Despejo político

A principal reportagem da última edição do Jornal do Campus traz à tona uma questão importante para os estudantes e a sociedade que é a moradia para os que estudam na Cidade Universitária. Muitos não têm condições de arcar com as despesas de moradia, e isto é tão antigo quanto a instalação do campus na região do Butantã. Falta de recurso e de acesso foram os primeiros motes para a instalação do Crusp. Este tem também um caráter histórico uma vez que, na década de 1970, foi o reduto mais importante na organização do movimento estudantil que resistiu a ditadura militar.

Era um espaço livre para as manifestações políticas através de assembléias, reuniões de partidos e grupos estudantis, cursos, seminários, teatros, filmes, palestras e festas no Centro de Vivência. Para muitos era também o lugar onde se podia comer pagando pouco. As festas de finais de semana atraiam estudantes de todas as faculdades, da USP e de fora dela. Não é a toa que em 1969, a direção resolveu desmontar um dos prédios. O que ficava bem no meio do Conjunto Residencial. Segundo a Reitoria era para construir uma avenida que desse acesso aos prédios da parte posterior do campus. Segundo os estudantes, era uma forma de dividir o conjunto monolítico que se desenhara do território livre de resistência à ditadura. De dia os funcionários tentavam fazer funcionar a máquina que desmontaria o prédio construído de pré-moldados. À noite, os estudantes sabotavam a máquina para que não funcionasse no dia seguinte. Eu mesmo convivi nesse período no Crusp, mas não “oficialmente”. O que mais se temia na época é que, por razões políticas e perseguição alguns fossem de lá afastados.

A reportagem cumpre o seu papel de “ouvir os dois lados”, no caso o estudante de Letras Rafael Alves e seu advogado e do outro a Coseas, responsável pela administração do Crusp.
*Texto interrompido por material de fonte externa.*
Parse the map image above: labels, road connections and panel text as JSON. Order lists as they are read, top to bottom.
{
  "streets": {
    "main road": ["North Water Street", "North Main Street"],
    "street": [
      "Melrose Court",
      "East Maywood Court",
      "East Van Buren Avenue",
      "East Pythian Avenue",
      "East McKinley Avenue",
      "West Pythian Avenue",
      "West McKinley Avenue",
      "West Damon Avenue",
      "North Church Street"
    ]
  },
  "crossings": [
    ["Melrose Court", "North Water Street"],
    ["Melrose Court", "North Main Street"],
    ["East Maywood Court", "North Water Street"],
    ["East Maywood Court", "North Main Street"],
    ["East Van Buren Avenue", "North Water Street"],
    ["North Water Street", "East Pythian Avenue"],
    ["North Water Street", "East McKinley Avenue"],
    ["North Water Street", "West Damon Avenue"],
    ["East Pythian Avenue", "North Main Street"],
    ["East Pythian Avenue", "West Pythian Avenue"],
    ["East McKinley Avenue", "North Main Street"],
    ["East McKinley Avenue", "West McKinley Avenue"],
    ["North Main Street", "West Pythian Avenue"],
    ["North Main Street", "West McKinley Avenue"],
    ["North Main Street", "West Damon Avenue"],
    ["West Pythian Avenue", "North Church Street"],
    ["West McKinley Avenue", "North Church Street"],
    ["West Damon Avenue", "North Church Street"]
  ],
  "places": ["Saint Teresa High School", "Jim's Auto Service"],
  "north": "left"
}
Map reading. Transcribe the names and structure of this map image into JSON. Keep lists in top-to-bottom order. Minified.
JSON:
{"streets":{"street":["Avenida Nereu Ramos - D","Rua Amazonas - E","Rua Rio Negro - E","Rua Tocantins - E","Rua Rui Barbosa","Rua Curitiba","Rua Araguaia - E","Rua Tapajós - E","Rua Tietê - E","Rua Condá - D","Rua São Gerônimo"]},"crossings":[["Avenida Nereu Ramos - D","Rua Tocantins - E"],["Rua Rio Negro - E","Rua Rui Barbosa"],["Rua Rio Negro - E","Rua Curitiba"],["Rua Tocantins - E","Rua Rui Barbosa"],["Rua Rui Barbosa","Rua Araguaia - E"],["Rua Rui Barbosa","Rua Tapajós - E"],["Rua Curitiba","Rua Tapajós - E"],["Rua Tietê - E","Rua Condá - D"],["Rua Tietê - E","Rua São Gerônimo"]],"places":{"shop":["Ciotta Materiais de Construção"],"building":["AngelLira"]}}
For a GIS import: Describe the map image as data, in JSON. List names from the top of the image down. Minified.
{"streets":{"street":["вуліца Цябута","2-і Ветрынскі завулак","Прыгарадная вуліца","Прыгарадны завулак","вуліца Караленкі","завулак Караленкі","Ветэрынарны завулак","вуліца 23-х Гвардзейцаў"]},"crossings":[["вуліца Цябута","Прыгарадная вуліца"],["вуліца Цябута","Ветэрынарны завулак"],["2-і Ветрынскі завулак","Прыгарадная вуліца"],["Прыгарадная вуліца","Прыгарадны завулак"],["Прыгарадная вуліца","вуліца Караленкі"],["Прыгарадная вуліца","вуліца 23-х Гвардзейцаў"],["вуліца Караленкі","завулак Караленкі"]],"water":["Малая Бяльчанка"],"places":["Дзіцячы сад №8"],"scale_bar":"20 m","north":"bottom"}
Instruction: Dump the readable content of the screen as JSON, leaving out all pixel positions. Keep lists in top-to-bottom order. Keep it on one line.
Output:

Na página 3, o nome do Superintendente Waldyr Antonio Jorge, só aparece, no meio da quarta coluna, o que causa desconforto para leitores que não acompanham o caso e não são familiarizados com o Crusp. É verdade que na primeira página aparecem todos os personagens. Contudo é preciso ir além de “ouvir os dois lados”. Creio que o jornalista precisa formar convicção sobre o fato e publicar a sua história e não apenas relatar o que diz um e o que diz o outro. O respeito à isenção e a formação do espírito crítico do público alvo não pode inibir o repórter de expor suas convicções. O nome do repórter Carlos Vilas, a quem cumprimento pelo trabalho, aparece acima da foto do Rafael, e isto me deu a entender que ele é o fotógrafo. Se a foto não for de sua autoria, o autor deve ter o crédito na parte inferior. Se Vilas reportou e fotografou, sugiro que isso fique claro na reportagem, se preciso com dois créditos.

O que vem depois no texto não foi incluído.